What you will do. Report how many lines of the following entries include the string "canvas"; respond with the number alone.

== Input records ==

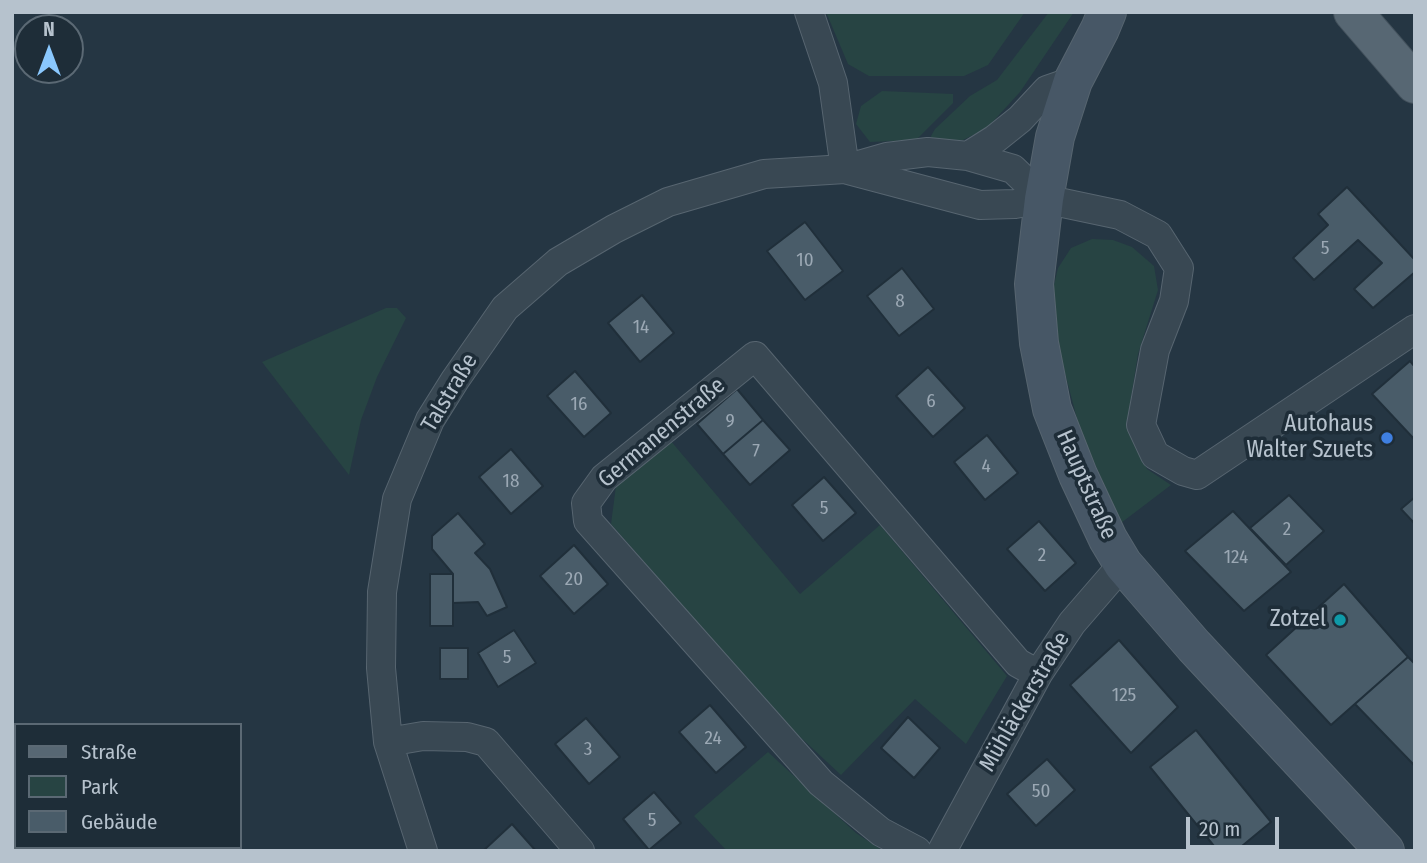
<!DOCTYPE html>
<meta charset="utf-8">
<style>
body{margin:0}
#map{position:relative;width:1427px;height:863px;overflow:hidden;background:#253643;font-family:"Fira Sans Condensed",sans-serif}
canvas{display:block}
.frame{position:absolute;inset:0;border:14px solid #b6c2cd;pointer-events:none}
.legend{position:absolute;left:14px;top:723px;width:228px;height:126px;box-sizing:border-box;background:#1e2d38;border:2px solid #5b6974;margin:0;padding:9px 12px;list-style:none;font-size:21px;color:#b6c2cd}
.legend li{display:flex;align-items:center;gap:14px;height:35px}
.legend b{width:35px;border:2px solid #5b6974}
.north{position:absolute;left:14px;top:14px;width:70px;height:70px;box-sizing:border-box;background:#1e2d38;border:2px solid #5b6974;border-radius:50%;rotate:0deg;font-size:19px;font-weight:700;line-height:28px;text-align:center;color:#b6c2cd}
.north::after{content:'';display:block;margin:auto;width:24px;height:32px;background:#8ac8fe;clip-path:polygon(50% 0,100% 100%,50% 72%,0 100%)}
.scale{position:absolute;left:1186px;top:817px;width:93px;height:32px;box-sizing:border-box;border:4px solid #b6c2cd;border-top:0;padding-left:9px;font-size:21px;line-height:24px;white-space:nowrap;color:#b6c2cd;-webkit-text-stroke:5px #1e2d38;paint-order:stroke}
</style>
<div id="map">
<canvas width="1427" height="863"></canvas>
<div class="frame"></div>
<ul class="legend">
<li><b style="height:9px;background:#576773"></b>Straße</li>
<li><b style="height:19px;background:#274443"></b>Park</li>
<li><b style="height:19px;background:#495c69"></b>Gebäude</li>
</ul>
<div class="north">N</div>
<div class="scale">20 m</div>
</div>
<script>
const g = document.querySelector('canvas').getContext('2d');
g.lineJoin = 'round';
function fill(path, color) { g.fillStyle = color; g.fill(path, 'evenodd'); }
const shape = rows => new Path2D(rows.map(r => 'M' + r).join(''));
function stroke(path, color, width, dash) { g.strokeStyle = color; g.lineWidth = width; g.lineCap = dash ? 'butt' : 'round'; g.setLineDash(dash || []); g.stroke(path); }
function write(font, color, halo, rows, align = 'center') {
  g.font = font + ' "Fira Sans Condensed",sans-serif'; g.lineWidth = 7; g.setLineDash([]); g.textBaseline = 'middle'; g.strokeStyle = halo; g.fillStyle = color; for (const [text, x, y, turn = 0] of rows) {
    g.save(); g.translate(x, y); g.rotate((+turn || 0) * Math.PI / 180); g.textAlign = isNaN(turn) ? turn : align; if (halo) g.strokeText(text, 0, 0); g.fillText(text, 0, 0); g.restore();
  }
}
fill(shape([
 [826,12,1025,12,988,65,964,76,869,76,848,64],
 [1049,12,1074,12,1020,92,987,128,963,140,932,143,931,136,935,129,970,96,997,80],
 [882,91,953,94,953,103,916,140,870,142,856,124,861,106],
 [1092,239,1113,240,1132,247,1154,266,1158,290,1138,354,1127,423,1147,469,1171,485,1121,523,1080,430,1060,354,1053,289,1058,268,1071,248],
 [386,308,397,308,406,318,377,377,361,420,349,475,262,362],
 [670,440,800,594,880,525,1007,676,966,744,915,699,841,775,783,721,611,524,616,486],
 [768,752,856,833,883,851,727,851,694,816]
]), '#274443');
const building = shape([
 [1347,187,1415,260,1415,272,1373,308,1354,289,1382,263,1358,240,1314,280,1293,258,1328,225,1318,214,1347,187],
 [805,222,843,271,805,300,767,251,805,222],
 [902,268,934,309,899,336,867,296,902,268],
 [642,295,674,333,640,362,608,323,642,295],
 [1410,361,1415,367,1415,440,1372,394,1410,361],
 [928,367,965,408,933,437,896,396,928,367],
 [575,371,611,413,584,437,547,396,575,371],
 [737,389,763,420,723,454,697,424,737,389],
 [763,420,790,450,750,485,723,454,763,420],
 [987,435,1018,473,985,500,954,462,987,435],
 [511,449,543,486,511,514,479,477,511,449],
 [824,477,856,513,823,541,792,505,824,477],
 [1289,495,1324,531,1286,565,1250,528,1289,495],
 [1415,497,1415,524,1401,509,1415,497],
 [1233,511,1291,572,1244,611,1185,551,1233,511],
 [458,513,485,544,475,553,490,569,507,607,487,616,478,602,453,603,453,574,432,549,432,536,458,513],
 [1039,521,1076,563,1045,591,1007,549,1039,521],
 [574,545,608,584,574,614,540,576,574,545],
 [430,574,453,574,453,626,430,626,430,574],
 [1344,584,1408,657,1331,725,1266,655,1344,584],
 [514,630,536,663,498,687,478,653,514,630],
 [1119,640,1178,707,1131,753,1070,685,1119,640],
 [440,648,468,648,468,679,440,679,440,648],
 [1408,657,1415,664,1415,766,1355,704,1408,657],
 [710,705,746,747,716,773,679,732,710,705],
 [908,717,940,748,914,778,881,748,908,717],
 [586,718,620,757,589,784,555,744,586,718],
 [1196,730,1271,822,1236,851,1218,851,1150,767,1196,730],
 [1047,759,1075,790,1036,826,1007,794,1047,759],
 [654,792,681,823,649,850,623,819,654,792],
 [512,824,536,851,483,851,512,824]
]);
fill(building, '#495c69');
stroke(building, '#202f3a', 2);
const street = shape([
 [809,12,833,83,845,169],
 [968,156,995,139,1020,119,1047,90,1073,81],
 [848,170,980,205,1015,204,1044,199,1120,215,1158,235,1179,268,1174,301,1155,350,1141,425,1155,455,1183,471,1197,475,1415,329],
 [388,742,423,736,467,737,486,742,580,851],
 [423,851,388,742,381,668,382,592,397,499,430,420,455,380,505,308,558,262,614,229,668,202,764,174,845,169,887,157,928,152,968,156,1013,169,1044,199],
 [917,851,881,832,821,783,588,521,586,503,604,478,755,356,1018,663,1038,674],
 [942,851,1038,674,1072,623,1123,564]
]);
const secondary = shape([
 [1107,12,1100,29,1073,81,1055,137,1044,199,1034,284,1039,343,1052,409,1078,475,1108,539,1123,564,1194,646,1385,851]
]);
const primary = shape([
 [1353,12,1415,84]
]);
stroke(street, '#576570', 30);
stroke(secondary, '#576570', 40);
stroke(primary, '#43515c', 40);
stroke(street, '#394853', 28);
stroke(secondary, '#475766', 38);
stroke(primary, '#576773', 38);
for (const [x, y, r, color] of [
 [1387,438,7,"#3f7fe0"],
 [1340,620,7,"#0f9aa8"]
]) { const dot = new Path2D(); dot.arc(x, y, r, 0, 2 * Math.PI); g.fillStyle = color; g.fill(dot); stroke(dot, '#1e2d38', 2.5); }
write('19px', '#9ba8b4', null, [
 ["5",1325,249],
 ["10",805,261],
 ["8",900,302],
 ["14",641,328],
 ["6",931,402],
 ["16",579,405],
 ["9",730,422],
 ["7",756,452],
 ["4",986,467],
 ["18",511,482],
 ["5",824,509],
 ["2",1287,530],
 ["2",1042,556],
 ["124",1236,558],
 ["20",574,580],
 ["5",507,658],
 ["125",1124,696],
 ["24",713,739],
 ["3",588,750],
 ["50",1041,792],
 ["5",652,821]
]);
write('23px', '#b6c2cd', '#1e2d38', [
 ["Talstraße",450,393,-59],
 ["Germanenstraße",662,433,-40],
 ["Hauptstraße",1086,485,66],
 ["Mühläckerstraße",1025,702,-60]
]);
write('23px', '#b6c2cd', '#1e2d38', [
 ["Autohaus",1373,425],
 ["Walter Szuets",1373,451],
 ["Zotzel",1326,620]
], 'right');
</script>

===

Solution for this exercise. 3